**What you will do**
Only the lines from the start of the data through the line containing "position:relative; flex:1; overflow:hidden" should be written out, exactly as they are, with both ends included and the pictures left out.

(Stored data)
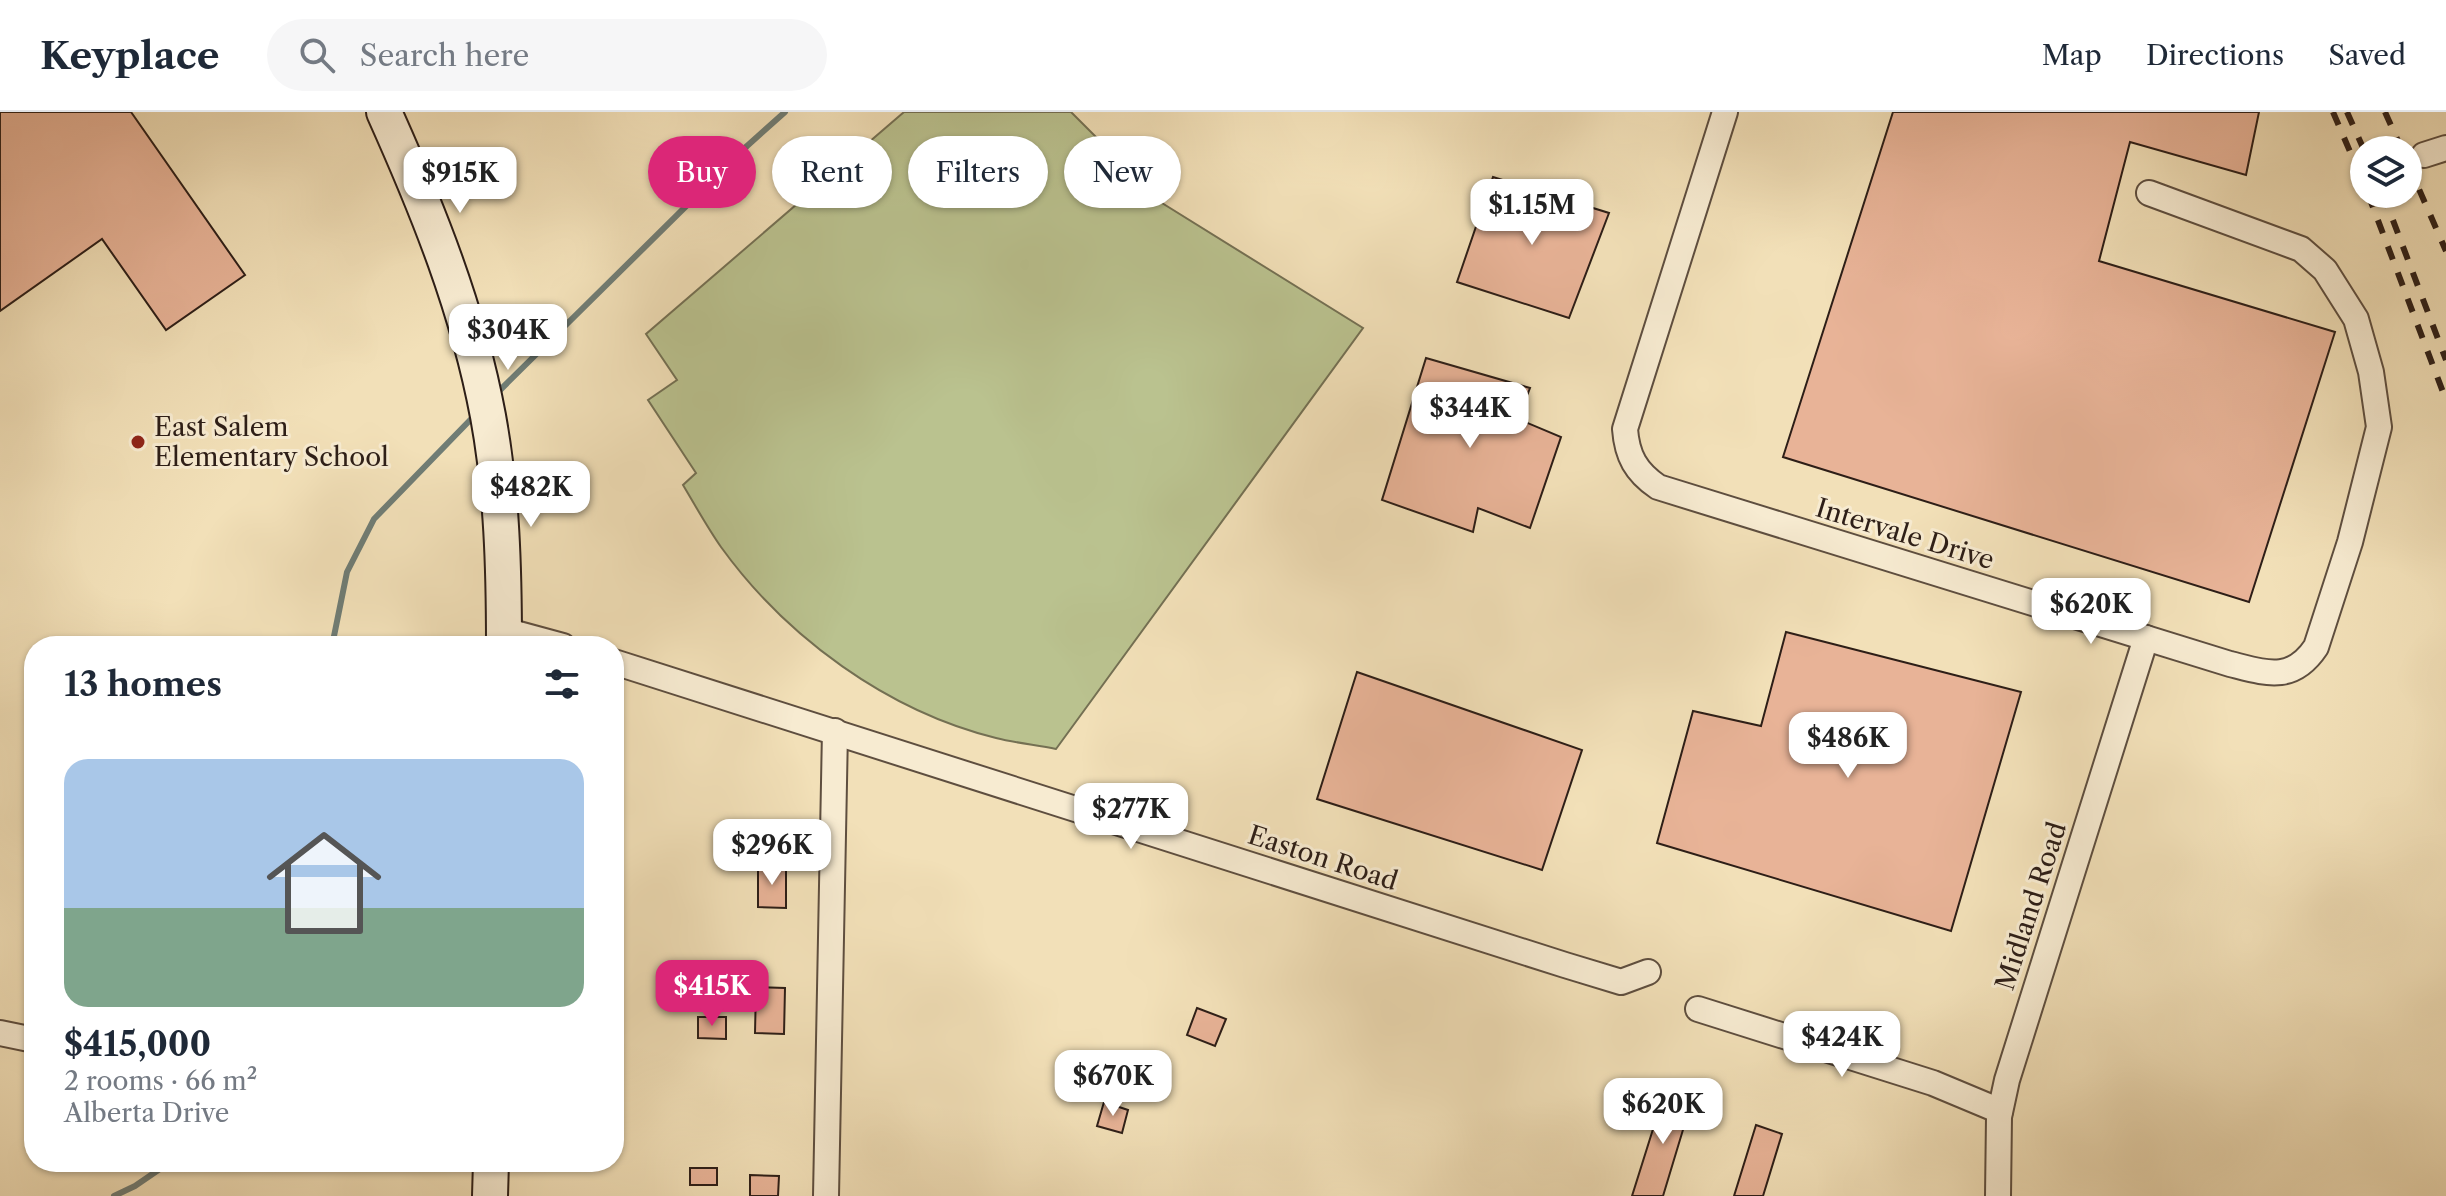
<!DOCTYPE html>
<html lang="en">
<head>
<meta charset="utf-8">
<style>
	body { margin:0; font-family:"Libre Caslon Text",serif; background:#f6f6f7; color:#1f2937; height:100vh; display:flex; flex-direction:column; font-size:30px; white-space:nowrap }
	* { box-sizing:border-box; margin:0 }
	p { font-size:26px; color:#747a83 }
	.icon { flex:none; width:44px; height:44px; fill:none; stroke:currentColor; stroke-width:2; stroke-linecap:round; stroke-linejoin:round }
	.map { position:relative; flex:1; overflow:hidden }
	.details { position:absolute; left:24px; top:524px; width:600px; height:536px; display:flex; flex-direction:column; background:#fff; border-radius:32px; box-shadow:0 2px 6px #0004 }
	.details>* { flex:none }
	.hud { position:absolute; left:648px; top:24px; width:760px; height:72px; display:flex; gap:16px }
	.controls { position:absolute; left:2350px; top:24px; display:grid; gap:16px }
	.controls a { display:grid; place-items:center; width:72px; height:72px; border-radius:50%; background:#fff; box-shadow:0 2px 6px #0004; font-size:40px }
	.price { position:absolute; translate:-50% -68px; padding:0 18px; border-radius:16px; background:#fff; color:#222; font-size:26px; line-height:52px; filter:drop-shadow(0 2px 4px #0008) }
	.price::after { content:''; position:absolute; left:50%; top:48px; width:24px; height:18px; margin-left:-12px; background:inherit; clip-path:polygon(0 0,100% 0,50% 100%) }
	.price.active { background:#db2777; color:#fff }
	ul { padding:0; list-style:none }
	li { display:grid; align-content:center; gap:16px; height:424px; padding:0 40px }
	li+li { border-top:2px solid #e0e1e3 }
	li span { display:grid; place-items:center; height:248px; border-radius:24px; color:#555 }
	li>.icon { margin-inline-start:auto }
	span .icon { width:144px; height:144px; fill:#fffc; stroke-width:1 }
	li b { font-size:34px }
	h2 { display:flex; justify-content:space-between; align-items:center; height:96px; padding:0 40px; font-size:34px }
	.tag { padding:0 28px; border-radius:36px; background:#fff; box-shadow:0 2px 6px #0004; font-size:28px; line-height:72px }
	.tag.active { background:#db2777; color:#fff }
	header { display:flex; align-items:center; gap:48px; box-sizing:border-box; height:112px; padding:0 40px; background:#fff; border-bottom:2px solid #e0e1e3 }
	header strong { font-size:38px }
	nav { display:flex; gap:44px; margin-inline-start:auto; font-size:28px }
	.search { width:560px; height:72px; background:#f6f6f7; display:flex; align-items:center; gap:20px; box-sizing:border-box; padding:0 28px; border-radius:44px; color:#747a83; font-size:30px }
	.map>svg:first-child { display:block }
	.green { fill:#bac28f; stroke:#747053; stroke-width:2 }
	.lines { fill:none; stroke-linecap:round; stroke-linejoin:round }
	.stream { stroke:#707d75; stroke-width:6 }
	.building { fill:#e8b397; stroke:#2d1e17; stroke-width:2 }
	.street-casing { stroke:#5e4e3f; stroke-width:28 }
	.secondary-casing { stroke:#2d1e17; stroke-width:38 }
	.street { stroke:#f7ebd1; stroke-width:24 }
	.secondary { stroke:#f7ebd1; stroke-width:34 }
	.rail { stroke:#2d1e17; stroke-width:6; stroke-dasharray:14 14; stroke-linecap:butt }
	.poi-dot { fill:#8f2418; stroke:#f7ebd1; stroke-width:3 }
	.labels { text-anchor:middle; stroke-width:6; stroke-linejoin:round; paint-order:stroke }
	.poi-label { font-size:26px; fill:#2d1e17; stroke:#f7ebd1; text-anchor:start }
	.street-label { font-size:26px; fill:#2d1e17; stroke:#f7ebd1 }
</style>
</head>
<body>
<header>
<strong>Keyplace</strong>
<div class="search"><svg class="icon" aria-label="search" viewBox="0 0 24 24"><circle cx="10" cy="10" r="6"/><path d="M15 15l6 6"/></svg>Search here</div>
<nav><a>Map</a><a>Directions</a><a>Saved</a></nav>
</header>
<div class="map">
<svg width="2446" height="1084" viewBox="0 0 2446 1084">
	<rect width="100%" height="100%" fill="#f2e0b8"/>
	<filter id="stains"><feTurbulence type="fractalNoise" baseFrequency=".0025" numOctaves="4"/><feColorMatrix values="0 0 0 0 .2 0 0 0 0 .09 0 0 0 0 .02 0 0 0 .5 -.17"/></filter>
	<radialGradient id="worn" r=".72"><stop offset=".6" stop-color="#630" stop-opacity="0"/><stop offset="1" stop-color="#630" stop-opacity=".3"/></radialGradient>
	<!-- green -->
	<path class="green" d="M904,0h167l91,91 201,125 -307,421c-20,-4 -40,-6 -60,-11 -109,-27 -210,-101 -275,-191 -14,-20 -26,-42 -38,-62l13,-12 -48,-73 29,-20 -31,-46z"/>
	<g class="lines">
		<!-- stream -->
		<g class="stream">
			<path d="M495,283l252,-249 38,-34"/>
			<path d="M332,534l15,-74 27,-53 101,-104"/>
			<path d="M114,1084l21,-10 35,-24"/>
		</g>
	</g>
	<!-- building -->
	<g class="building">
		<path d="M0,0h131l114,163 -79,55 -64,-91 -102,72z"/>
		<path d="M1893,0h366l-13,63 -116,-33 -31,119 236,71 -86,270 -466,-145z"/>
		<path d="M1493,65l116,36 -40,105 -112,-36z"/>
		<path d="M1426,246l104,30 -12,31 43,18 -31,91 -52,-20 -5,24 -91,-32z"/>
		<path d="M1786,520l235,60 -70,239 -294,-88 36,-132 68,15z"/>
		<path d="M1357,560l225,78 -40,120 -225,-71z"/>
		<path d="M758,754h28v42l-28,-1z"/>
		<path d="M756,875l29,1 -1,46 -29,-1z"/>
		<path d="M1197,896l29,11 -11,27 -28,-11z"/>
		<path d="M698,905h28v22l-28,-1z"/>
		<path d="M1665,979l27,9 -29,96h-31z"/>
		<path d="M1104,990l24,8 -6,23 -25,-7z"/>
		<path d="M1756,1013l26,9 -19,62h-29z"/>
		<rect x="690" y="1056" width="27" height="17"/>
		<path d="M750,1063l29,1 -1,20h-28z"/>
	</g>
	<g class="lines">
		<!-- street casing -->
		<g class="street-casing">
			<g id="street">
				<path d="M1725,0l-100,317c2,27 11,43 33,58l572,177c36,9 62,19 86,-17l34,-105 29,-115 -8,-55 -15,-53 -31,-49 -24,-21 -152,-56"/>
				<path d="M2424,43l22,-7"/>
				<path d="M504,518l59,16"/>
				<path d="M614,550l951,303 56,17 27,-10"/>
				<path d="M1698,897l235,74 67,28"/>
				<path d="M0,921l34,7"/>
				<path d="M826,1084l9,-465"/>
				<path d="M1998,1084l1,-79 8,-37 139,-442"/>
			</g>
		</g>
		<!-- secondary casing -->
		<g class="secondary-casing">
			<g id="secondary">
				<path d="M384,0c44,98 84,197 104,304 14,76 16,153 16,230"/>
				<path d="M490,1084l1,-34"/>
			</g>
		</g>
		<!-- street -->
		<use href="#street" class="street"/>
		<!-- secondary -->
		<use href="#secondary" class="secondary"/>
		<!-- rail -->
		<g class="rail">
			<path d="M2333,0l31,72"/>
			<path d="M2347,0l17,38"/>
			<path d="M2385,0l17,38"/>
			<path d="M2408,52l38,87"/>
			<path d="M2368,82l78,206"/>
			<path d="M2383,82l63,166"/>
		</g>
	</g>
	<!-- markers -->
	<circle class="poi-dot" cx="138" cy="330" r="8"/>
	<g class="labels">
		<!-- poi labels -->
		<g class="poi-label">
			<text x="154" y="324">East Salem<tspan x="154" dy="30">Elementary School</tspan></text>
		</g>
		<!-- street labels -->
		<g class="street-label">
			<text transform="translate(1905 422) rotate(17)" y="9">Intervale Drive</text>
			<text transform="translate(1323 746) rotate(18)" y="9">Easton Road</text>
			<text transform="translate(2031 794) rotate(-72)" y="9">Midland Road</text>
		</g>
	</g>
	<rect width="100%" height="100%" filter="url(#stains)"/>
	<rect width="100%" height="100%" fill="url(#worn)"/>
</svg>
<div class="controls">
<a><svg class="icon" aria-label="layers" viewBox="0 0 24 24"><path d="M12 4l9 5-9 5-9-5zM3 14l9 5 9-5"/></svg></a>
</div>
<b class="price" style="left:460px;top:103px">$915K</b>
<b class="price" style="left:1532px;top:135px">$1.15M</b>
<b class="price" style="left:508px;top:260px">$304K</b>
<b class="price" style="left:1470px;top:338px">$344K</b>
<b class="price" style="left:531px;top:417px">$482K</b>
<b class="price" style="left:2091px;top:534px">$620K</b>
<b class="price" style="left:1848px;top:668px">$486K</b>
<b class="price" style="left:1131px;top:739px">$277K</b>
<b class="price" style="left:772px;top:775px">$296K</b>
<b class="price active" style="left:712px;top:916px">$415K</b>
<b class="price" style="left:1842px;top:967px">$424K</b>
<b class="price" style="left:1113px;top:1006px">$670K</b>
<b class="price" style="left:1663px;top:1034px">$620K</b>
<div class="hud">
<a class="tag active">Buy</a>
<a class="tag">Rent</a>
<a class="tag">Filters</a>
<a class="tag">New</a>
</div>
<section class="details">
<h2>13 homes<svg class="icon" aria-label="filters" viewBox="0 0 24 24"><path d="M4 7h16M4 17h16"/><circle cx="9" cy="7" r="2"/><circle cx="15" cy="17" r="2"/></svg></h2>
<ul>
<li><span style="background:linear-gradient(#a9c7e8 60%,#7fa58c 0)"><svg class="icon" aria-label="home" viewBox="0 0 24 24"><path d="M3 11l9-7 9 7M6 9v11h12V9"/></svg></span><div><b>$415,000</b><p>2 rooms · 66 m²</p><p>Alberta Drive</p></div></li>
</ul>
</section>
</div>
</body>
</html>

**Output**
<!DOCTYPE html>
<html lang="en">
<head>
<meta charset="utf-8">
<style>
	body { margin:0; font-family:"Libre Caslon Text",serif; background:#f6f6f7; color:#1f2937; height:100vh; display:flex; flex-direction:column; font-size:30px; white-space:nowrap }
	* { box-sizing:border-box; margin:0 }
	p { font-size:26px; color:#747a83 }
	.icon { flex:none; width:44px; height:44px; fill:none; stroke:currentColor; stroke-width:2; stroke-linecap:round; stroke-linejoin:round }
	.map { position:relative; flex:1; overflow:hidden }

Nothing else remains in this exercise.